Russia is the biggest oil producer outside the Organization of Petroleum Exporting Countries (OPEC).  In fact, depending on which figures you look at, and I am looking at Wikipedia, Russia is the biggest producer of oil in the world, producing a little over 10.5 million barrels per day.  Saudi Arabia, who is an OPEC member, is a close second with figures at 8.8 million barrels.  Russia and the Saudis are also the biggest exporters of oil in the world.  Again depending on whose figures you believe, Russia is slightly ahead of Saudi Arabia as the number one oil exporter.  So should Russia join OPEC?  The short answer is NO!

There are currently 12 members of OPEC, with Saudi Arabia as the key member, not least because it is  the biggest producer.  Other Middle Eastern members include UAE, Iraq, Kuwait, Qatar and Iran.  In Africa, Libya is a key OPEC member.   Although the USA is the 3rd biggest oil producing nation, they are a net importer.  In fact the USA is the world’s biggest consumer of oil with consumption of almost 20 million barrels per day.  China comes a distant second with consumption of 8 million barrels per day with Japan in 3rd with 3.4 million barrels.  The point here is that the USA is by far the biggest consumer and therefore the most sensitive to oil price swings.  OPEC’s ability to manage the oil price is important for the USA, their economy and the US dollar.  As we know, oil is priced in the USD around the world, ensuring its status as the world’s reserve currency. 

OPEC’s ability to control the world oil price on a pure demand and supply basis is decreasing.   The key swing producer of course is Saudi Arabia, as they are the largest producer in the OPEC bunch.  If cuts are needed to keep the oil price above USD 80 then Saudi Arabia makes them, and if extra supply is needed to keep the oil price below USD 100 then the Saudis pump more oil.  The second largest producer in OPEC is Iran, who some would say is the arch-enemy of Saudi Arabia, not least because Saudi Arabia is a pro USA faction of OPEC.  This makes OPEC a kind of Saudi versus Iran arena, and if Russia were to become part of this complex, then they would at the very least be unnecessarily complicating life for themselves politically.  In fact it is entirely possible that the last OPEC meeting in June, which collapsed into disarray was the last OPEC meeting ever. 

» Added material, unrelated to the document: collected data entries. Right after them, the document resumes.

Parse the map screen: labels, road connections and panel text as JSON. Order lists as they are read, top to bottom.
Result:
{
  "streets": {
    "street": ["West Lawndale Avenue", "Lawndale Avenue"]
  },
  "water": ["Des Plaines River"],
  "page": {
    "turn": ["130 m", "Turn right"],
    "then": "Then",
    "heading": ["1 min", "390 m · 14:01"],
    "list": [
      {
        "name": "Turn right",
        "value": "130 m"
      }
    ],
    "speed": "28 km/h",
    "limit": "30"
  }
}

The International Energy Agency (IEA) which is predominately a consumer based group of nations has recently and publically been calling for OPEC and the IEA to merge.  Russia is not part of either group, neither is China or India.  For the most part, the IEA and OPEC are usually on the opposite end of the spectrum, with IEA and its consumer members calling for lower oil prices and therefore more production, while OPEC usually wants oil prices in the higher end of the range and thus cuts production.  On this basis it is unlikely that OPEC and the IEA will work together under a single framework.

So where does all this leave Russia?  Could it be that Russia is in fact quietly looking at new market infrastructure when it comes to trading oil and Gas?  Certainly on the gas side, Russia has been the prime mover in the creation of the Gas Exporting Countries Forum (GECF), commonly referred to as the gas OPEC.  Qatar and Iran are also members of the GECF.  Russia, Iran and Qatar are the number one, two and three holders of gas reserves respectively in the world, with around 50%.  As the world market in Gas grows, and begins to rival the influence of the oil market on economies around the world, Russia’s political and economic influence, and responsibility will also grow.  Russia is more likely to turn to Iran and importers such as China and India when it comes to energy politics, rather than the current status quo of OPEC and the IEA.

With rumblings coming from Iran’s international Oil Bourse recently, which is designed to trade oil and oil products in currencies other than the USD, with the USA credit rating being downgraded and thus affecting the USD as a risk free word reserve currency, and with China generally chiding western nations over their excessive levels of debt, Russia and her partners has a very rare opportunity to initiate the roll out of new energy market infrastructure which will better suit consumers and producers.  Russia is adept at balancing political, economic and cultural differences, as she borders 14 countries.   As the largest holder of gas reserves in the world, and the largest producer of oil, joining OPEC for Russia would be a step back in time.

Sam’s Exchange: Iran’s Oil Bourse. Who is next?

Sam's Exchange: Falling pillars - Moving to an open market system

Sam's Exchange: The Big Bang Theory for Financial Markets

Sam’s Exchange: The Law of Money

Sam's Exchange: Derivatives - How do we regulate them?

Sam's Exchange: IMF, or the Incredible Monetary Fudge

Sam’s Exchange: Money Metrics - How do we price the USD?

Sam’s Exchange: Donald’s Diplomacy - OPEC and the Oil price

Sam's Exchange: The Switzerland of Arabia

Sam's Exchange: Bye Bye Banks!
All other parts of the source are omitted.